(What the task requires): Copy out each line of the data that holds the word "position".
--- Supplied data Enclosed Below ---
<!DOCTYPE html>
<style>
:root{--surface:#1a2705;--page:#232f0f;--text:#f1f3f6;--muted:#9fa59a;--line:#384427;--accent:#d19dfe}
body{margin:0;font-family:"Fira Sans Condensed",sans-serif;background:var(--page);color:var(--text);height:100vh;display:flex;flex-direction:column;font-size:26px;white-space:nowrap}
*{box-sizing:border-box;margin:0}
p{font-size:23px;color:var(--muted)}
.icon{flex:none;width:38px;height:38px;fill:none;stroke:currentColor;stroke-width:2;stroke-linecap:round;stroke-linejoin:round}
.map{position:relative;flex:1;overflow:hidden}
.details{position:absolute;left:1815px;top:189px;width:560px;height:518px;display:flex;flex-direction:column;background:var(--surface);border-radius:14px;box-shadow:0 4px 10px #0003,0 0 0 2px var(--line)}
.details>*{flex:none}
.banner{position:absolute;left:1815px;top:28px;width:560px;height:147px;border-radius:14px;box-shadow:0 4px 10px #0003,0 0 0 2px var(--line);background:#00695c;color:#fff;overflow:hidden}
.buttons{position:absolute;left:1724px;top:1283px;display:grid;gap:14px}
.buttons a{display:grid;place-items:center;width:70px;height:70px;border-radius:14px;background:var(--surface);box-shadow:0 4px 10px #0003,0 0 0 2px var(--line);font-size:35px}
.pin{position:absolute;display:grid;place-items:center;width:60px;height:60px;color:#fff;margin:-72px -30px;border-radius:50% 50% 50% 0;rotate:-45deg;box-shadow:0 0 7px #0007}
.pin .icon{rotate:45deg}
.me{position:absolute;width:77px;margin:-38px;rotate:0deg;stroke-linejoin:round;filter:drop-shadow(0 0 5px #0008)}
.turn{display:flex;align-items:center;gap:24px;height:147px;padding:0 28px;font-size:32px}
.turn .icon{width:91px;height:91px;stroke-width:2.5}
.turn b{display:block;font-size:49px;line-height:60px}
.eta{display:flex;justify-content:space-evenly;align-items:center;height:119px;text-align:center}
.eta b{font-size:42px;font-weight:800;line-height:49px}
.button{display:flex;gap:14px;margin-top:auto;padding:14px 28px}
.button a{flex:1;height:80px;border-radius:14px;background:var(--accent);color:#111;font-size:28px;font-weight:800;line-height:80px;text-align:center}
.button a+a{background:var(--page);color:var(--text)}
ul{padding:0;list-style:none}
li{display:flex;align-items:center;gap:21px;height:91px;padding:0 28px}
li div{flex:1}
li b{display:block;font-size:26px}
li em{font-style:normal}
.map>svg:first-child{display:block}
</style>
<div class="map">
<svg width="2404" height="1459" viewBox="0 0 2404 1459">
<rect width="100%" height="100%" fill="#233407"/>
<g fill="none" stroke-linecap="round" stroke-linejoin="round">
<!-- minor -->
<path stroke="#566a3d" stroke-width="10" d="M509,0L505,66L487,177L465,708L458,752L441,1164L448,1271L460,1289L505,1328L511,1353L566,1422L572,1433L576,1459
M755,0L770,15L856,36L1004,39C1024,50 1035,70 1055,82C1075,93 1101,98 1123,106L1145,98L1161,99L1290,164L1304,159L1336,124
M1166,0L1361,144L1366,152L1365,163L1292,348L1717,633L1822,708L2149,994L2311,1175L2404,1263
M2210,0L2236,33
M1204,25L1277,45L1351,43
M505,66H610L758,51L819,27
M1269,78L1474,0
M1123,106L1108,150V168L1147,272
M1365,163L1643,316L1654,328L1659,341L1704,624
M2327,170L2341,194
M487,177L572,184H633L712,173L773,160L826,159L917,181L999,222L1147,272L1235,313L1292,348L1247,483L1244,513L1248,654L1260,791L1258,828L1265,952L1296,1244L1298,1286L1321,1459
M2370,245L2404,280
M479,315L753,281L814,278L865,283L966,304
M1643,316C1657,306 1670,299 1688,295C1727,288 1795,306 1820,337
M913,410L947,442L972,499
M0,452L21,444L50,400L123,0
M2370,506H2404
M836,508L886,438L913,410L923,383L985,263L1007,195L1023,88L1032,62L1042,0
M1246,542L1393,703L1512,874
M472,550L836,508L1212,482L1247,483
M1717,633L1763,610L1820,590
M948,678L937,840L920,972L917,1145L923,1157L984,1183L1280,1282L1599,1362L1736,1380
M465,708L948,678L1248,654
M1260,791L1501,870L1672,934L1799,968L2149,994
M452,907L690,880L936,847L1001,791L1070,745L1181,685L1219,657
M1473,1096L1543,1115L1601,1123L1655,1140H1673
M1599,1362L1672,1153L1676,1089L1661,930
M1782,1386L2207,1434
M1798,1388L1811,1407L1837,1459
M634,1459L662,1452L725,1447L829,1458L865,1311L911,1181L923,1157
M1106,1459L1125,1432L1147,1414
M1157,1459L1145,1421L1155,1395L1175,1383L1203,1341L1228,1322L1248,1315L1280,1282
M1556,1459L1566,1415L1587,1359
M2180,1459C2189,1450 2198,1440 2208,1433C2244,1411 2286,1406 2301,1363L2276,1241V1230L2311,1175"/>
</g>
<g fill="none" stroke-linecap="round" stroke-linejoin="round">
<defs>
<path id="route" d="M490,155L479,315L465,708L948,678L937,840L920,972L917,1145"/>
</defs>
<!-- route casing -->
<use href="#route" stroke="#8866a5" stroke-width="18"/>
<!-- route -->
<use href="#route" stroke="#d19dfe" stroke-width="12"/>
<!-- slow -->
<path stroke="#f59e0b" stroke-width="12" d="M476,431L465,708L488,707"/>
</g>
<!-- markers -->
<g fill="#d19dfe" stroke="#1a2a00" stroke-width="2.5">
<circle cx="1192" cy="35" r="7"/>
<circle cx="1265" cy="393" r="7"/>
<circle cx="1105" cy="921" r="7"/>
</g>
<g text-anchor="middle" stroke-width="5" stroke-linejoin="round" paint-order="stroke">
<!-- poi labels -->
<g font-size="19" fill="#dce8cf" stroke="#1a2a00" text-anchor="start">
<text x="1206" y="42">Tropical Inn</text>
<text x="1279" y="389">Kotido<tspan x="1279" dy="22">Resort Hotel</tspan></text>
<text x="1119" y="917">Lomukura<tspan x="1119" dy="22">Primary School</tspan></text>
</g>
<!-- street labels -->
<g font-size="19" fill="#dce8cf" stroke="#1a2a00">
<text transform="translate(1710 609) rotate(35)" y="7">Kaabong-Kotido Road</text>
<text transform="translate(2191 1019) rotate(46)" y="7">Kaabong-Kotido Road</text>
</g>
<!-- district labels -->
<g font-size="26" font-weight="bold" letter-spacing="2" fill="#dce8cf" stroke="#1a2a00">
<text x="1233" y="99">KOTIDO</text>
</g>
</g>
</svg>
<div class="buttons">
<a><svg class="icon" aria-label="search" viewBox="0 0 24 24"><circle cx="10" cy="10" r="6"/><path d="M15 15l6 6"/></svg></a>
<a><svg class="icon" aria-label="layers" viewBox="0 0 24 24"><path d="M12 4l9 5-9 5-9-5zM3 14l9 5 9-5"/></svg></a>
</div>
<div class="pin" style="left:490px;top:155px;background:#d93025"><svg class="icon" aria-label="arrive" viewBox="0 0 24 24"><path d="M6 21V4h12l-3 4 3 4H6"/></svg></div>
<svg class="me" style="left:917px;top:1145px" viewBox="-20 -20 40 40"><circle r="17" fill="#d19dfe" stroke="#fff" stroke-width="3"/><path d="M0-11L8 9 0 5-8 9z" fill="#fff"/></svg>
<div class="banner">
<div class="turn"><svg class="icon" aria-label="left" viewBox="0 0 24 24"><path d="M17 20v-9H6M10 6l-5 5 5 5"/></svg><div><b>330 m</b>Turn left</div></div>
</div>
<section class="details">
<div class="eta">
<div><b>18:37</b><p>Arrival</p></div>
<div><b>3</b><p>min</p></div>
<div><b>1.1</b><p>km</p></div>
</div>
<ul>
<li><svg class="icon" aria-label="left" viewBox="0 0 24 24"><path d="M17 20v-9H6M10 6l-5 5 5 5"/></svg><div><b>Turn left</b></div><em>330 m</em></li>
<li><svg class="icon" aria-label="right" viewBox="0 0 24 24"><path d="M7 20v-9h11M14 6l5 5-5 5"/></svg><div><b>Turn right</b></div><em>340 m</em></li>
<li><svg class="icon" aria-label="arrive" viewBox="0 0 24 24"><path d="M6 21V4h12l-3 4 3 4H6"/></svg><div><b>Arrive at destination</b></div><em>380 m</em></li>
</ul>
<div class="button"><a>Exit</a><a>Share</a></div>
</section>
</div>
--- End of Enclosed Supplied data ---
(Answer area):
.map{position:relative;flex:1;overflow:hidden}
.details{position:absolute;left:1815px;top:189px;width:560px;height:518px;display:flex;flex-direction:column;background:var(--surface);border-radius:14px;box-shadow:0 4px 10px #0003,0 0 0 2px var(--line)}
.banner{position:absolute;left:1815px;top:28px;width:560px;height:147px;border-radius:14px;box-shadow:0 4px 10px #0003,0 0 0 2px var(--line);background:#00695c;color:#fff;overflow:hidden}
.buttons{position:absolute;left:1724px;top:1283px;display:grid;gap:14px}
.pin{position:absolute;display:grid;place-items:center;width:60px;height:60px;color:#fff;margin:-72px -30px;border-radius:50% 50% 50% 0;rotate:-45deg;box-shadow:0 0 7px #0007}
.me{position:absolute;width:77px;margin:-38px;rotate:0deg;stroke-linejoin:round;filter:drop-shadow(0 0 5px #0008)}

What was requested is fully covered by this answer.